Hi everyone.. I am doing an at-home university course on Statistics for Business and Economics, I have been out of school for a number of years now and I need a little help.

I have just finished reading and learning Chebyshev's Theorum, z-Scores, and Empirical Rule.. i understand them, and did the first 5 problems without a hitch.
Heres what ive run in to that i dont get:
Of 1154 adults, average hours of sleep per night is 6.9, standard deviation is 1.2
a) use chebyshevs to find percentage that sleep between 4.5 and 9.3 - i worked that one out to be 75%
b) use chebyshevs to find % thats between 3.3 and 9.9..... heres where i am stuck, 6.9 - 3.3 = 3.6, 6.9 - 9.9 = -3.0
3.6 and -3.0 are not.. that same number of standard deviations apart. None of the methods or notes in the chapter tell me how to use this. All of the previous problems had the same number of SD's apart.. such as -2.4 and 2.4 in the a) part of the question.

Orginally i just skipped that question and went to the next one, but i have a problem with it as well. Mean = 3, SD = 1
a) whats the percent between 2 and 3? <-- same as above, not the same number of SDs apart?
b) whats the percent between 1 and 4? <-- again.
c) what percent is more than 4?

Thanks in advance for any help you can offer me... please go easy on me, like i said ive been outta school for a while

2. Originally Posted by shatrocious
Hi everyone.. I am doing an at-home university course on Statistics for Business and Economics, I have been out of school for a number of years now and I need a little help.

I have just finished reading and learning Chebyshev's Theorum, z-Scores, and Empirical Rule.. i understand them, and did the first 5 problems without a hitch.
Heres what ive run in to that i dont get:
Of 1154 adults, average hours of sleep per night is 6.9, standard deviation is 1.2
a) use chebyshevs to find percentage that sleep between 4.5 and 9.3 - i worked that one out to be 75%
b) use chebyshevs to find % thats between 3.3 and 9.9..... heres where i am stuck, 6.9 - 3.3 = 3.6, 6.9 - 9.9 = -3.0
3.6 and -3.0 are not.. that same number of standard deviations apart. None of the methods or notes in the chapter tell me how to use this. All of the previous problems had the same number of SD's apart.. such as -2.4 and 2.4 in the a) part of the question.

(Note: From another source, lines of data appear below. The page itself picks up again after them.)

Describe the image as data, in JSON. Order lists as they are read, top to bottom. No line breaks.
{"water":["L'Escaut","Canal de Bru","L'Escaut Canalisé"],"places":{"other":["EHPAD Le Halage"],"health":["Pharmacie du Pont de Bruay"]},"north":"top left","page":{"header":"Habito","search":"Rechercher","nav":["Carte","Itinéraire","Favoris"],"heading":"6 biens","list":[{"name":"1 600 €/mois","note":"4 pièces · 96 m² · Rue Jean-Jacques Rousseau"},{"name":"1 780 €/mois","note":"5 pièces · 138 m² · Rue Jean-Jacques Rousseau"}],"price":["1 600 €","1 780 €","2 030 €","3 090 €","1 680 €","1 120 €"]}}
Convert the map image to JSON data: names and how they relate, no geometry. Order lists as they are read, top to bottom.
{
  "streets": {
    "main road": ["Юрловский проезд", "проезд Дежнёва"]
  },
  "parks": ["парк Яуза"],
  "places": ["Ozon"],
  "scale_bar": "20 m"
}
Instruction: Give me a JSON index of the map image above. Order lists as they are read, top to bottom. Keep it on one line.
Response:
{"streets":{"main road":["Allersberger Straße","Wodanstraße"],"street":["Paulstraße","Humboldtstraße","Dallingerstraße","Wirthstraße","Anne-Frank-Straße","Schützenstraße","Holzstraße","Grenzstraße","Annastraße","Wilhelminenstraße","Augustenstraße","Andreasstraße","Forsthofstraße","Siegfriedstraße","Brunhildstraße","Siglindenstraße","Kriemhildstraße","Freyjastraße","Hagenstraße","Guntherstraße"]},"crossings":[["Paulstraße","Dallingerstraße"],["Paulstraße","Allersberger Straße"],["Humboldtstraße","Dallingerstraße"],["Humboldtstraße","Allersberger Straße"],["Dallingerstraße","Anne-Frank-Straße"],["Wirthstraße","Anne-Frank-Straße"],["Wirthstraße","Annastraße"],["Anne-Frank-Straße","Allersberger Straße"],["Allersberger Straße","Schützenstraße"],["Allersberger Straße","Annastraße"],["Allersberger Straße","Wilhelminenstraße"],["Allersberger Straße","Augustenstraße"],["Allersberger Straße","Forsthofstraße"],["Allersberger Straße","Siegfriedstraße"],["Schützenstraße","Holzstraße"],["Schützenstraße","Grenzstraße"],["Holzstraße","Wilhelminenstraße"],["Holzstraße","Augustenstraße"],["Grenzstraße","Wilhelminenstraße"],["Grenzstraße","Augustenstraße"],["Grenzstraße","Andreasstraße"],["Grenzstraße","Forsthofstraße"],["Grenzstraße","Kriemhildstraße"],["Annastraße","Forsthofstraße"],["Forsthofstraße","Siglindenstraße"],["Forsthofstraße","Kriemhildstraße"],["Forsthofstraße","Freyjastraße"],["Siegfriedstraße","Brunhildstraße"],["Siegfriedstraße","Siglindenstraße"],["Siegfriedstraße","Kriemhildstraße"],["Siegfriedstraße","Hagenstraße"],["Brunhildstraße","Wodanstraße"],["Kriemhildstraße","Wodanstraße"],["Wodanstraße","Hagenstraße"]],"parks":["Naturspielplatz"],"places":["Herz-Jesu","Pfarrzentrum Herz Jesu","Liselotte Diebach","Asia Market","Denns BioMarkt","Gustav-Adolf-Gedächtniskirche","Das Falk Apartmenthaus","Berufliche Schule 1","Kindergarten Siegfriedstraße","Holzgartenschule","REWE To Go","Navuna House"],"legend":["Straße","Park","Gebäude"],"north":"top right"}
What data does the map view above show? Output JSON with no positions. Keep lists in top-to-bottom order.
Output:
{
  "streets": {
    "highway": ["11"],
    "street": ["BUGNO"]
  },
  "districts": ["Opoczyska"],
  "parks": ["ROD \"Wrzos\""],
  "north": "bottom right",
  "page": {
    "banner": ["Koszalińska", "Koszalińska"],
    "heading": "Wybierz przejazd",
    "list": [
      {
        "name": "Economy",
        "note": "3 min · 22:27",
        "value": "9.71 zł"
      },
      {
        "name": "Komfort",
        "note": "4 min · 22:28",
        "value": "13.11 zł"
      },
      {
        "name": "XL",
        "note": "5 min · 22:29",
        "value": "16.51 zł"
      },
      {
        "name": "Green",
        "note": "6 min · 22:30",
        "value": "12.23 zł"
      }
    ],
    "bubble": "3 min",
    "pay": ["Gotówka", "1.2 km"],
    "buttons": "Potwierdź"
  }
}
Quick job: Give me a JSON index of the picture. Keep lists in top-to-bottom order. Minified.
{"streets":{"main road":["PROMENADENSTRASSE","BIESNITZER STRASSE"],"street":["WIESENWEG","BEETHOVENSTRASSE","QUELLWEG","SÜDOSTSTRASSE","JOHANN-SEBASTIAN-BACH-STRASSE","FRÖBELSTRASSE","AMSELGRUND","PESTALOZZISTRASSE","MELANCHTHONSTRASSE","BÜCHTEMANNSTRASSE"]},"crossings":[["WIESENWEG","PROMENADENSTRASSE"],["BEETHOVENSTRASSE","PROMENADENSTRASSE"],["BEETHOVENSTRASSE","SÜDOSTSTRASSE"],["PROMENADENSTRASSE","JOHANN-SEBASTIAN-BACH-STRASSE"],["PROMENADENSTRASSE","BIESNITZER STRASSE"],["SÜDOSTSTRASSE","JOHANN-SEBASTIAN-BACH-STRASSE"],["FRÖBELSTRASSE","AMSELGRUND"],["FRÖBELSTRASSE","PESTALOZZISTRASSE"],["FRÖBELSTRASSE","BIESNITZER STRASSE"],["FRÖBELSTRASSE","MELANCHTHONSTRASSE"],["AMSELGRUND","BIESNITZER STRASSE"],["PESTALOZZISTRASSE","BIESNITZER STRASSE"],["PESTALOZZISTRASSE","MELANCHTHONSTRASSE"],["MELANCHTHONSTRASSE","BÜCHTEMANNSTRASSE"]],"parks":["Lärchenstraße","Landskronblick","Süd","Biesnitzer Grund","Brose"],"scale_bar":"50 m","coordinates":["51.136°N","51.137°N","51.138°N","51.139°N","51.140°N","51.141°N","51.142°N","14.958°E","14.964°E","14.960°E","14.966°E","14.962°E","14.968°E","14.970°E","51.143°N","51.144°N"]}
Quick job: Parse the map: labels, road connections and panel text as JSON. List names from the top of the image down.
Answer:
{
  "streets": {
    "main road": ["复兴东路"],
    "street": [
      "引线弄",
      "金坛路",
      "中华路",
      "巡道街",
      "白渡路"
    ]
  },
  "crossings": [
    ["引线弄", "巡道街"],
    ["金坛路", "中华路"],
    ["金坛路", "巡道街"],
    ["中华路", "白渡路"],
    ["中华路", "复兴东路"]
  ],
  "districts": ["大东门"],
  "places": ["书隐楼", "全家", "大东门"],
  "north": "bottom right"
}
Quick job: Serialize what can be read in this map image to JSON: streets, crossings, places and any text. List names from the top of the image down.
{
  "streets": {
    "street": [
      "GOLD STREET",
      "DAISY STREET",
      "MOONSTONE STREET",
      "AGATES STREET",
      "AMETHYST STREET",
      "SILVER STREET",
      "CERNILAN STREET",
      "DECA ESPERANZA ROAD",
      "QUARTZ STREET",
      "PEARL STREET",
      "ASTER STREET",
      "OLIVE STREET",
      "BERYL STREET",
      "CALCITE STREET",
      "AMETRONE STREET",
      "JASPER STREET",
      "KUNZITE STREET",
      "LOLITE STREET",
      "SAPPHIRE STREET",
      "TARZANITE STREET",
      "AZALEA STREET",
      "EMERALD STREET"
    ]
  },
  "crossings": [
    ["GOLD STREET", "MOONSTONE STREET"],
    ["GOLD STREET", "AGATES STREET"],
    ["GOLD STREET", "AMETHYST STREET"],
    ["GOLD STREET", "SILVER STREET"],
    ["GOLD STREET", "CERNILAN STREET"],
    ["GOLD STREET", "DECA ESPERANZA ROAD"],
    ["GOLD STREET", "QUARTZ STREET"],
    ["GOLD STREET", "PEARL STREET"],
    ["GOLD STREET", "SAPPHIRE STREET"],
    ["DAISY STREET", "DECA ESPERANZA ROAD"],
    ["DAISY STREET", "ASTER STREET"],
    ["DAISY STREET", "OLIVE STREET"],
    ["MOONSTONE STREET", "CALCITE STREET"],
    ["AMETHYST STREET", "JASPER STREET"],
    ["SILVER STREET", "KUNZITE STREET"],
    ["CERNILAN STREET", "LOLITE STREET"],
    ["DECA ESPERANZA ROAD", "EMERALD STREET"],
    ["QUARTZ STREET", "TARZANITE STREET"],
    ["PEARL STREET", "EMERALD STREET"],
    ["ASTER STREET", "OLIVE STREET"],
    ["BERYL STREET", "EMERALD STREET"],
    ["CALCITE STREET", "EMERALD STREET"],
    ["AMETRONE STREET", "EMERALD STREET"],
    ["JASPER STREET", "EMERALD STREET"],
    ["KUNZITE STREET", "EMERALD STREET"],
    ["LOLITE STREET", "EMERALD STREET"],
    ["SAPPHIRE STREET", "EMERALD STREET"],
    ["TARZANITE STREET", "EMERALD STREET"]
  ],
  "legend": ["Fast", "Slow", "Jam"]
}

From Chebyshev's inequality we have:

P(|x-mu|>=3.6)<=1/(3.6/1.2)^2

and

P(|x-mu|>=3.0)<=1/(3.0/1.2)^2

so:

P(|x-mu|<3.6)>1-1/(3.6/1.2)^2=0.8889

P(|x-mu|<3.0)>1-1/(3.0/1.2)^2=0.84

so we take the smaller of these:

P(-3<x-mu<3.6)>0.84

RonL

3. so.. chebyshevs inequality is ... an addition to the chebyshev theorum? my text mentions NOTHING about that (thusfar)
so i would always work them both out and use the smaller of the two?

sigh, i dont know if i can do this on my own..

4. Originally Posted by shatrocious
so.. chebyshevs inequality is ... an addition to the chebyshev theorum? my text mentions NOTHING about that (thusfar)
so i would always work them both out and use the smaller of the two?

sigh, i dont know if i can do this on my own..
Please tell us what you have been given under the name Chebyshev's theorem. The only variant I can find on the inequality is (and this may
be more appropriate to your problem) is the one sided Chebyshev inequality:

P(x-mu>= k1 sigma)<=1/(1+k1^2), for k1>0

Which will have a dual form:

P(x-mu<= -k2 sigma)<=1/(1+k2^2), for k2>0

Then in this case we would have:

P(x-mu>=3.6)<=0.1

and

P(x-mu<=-3.0)<=0.138

So:

P(-0.3<x-mu<3.6)>1-0.238 = 0.762

(though I doubt that this inequality is tight)

RonL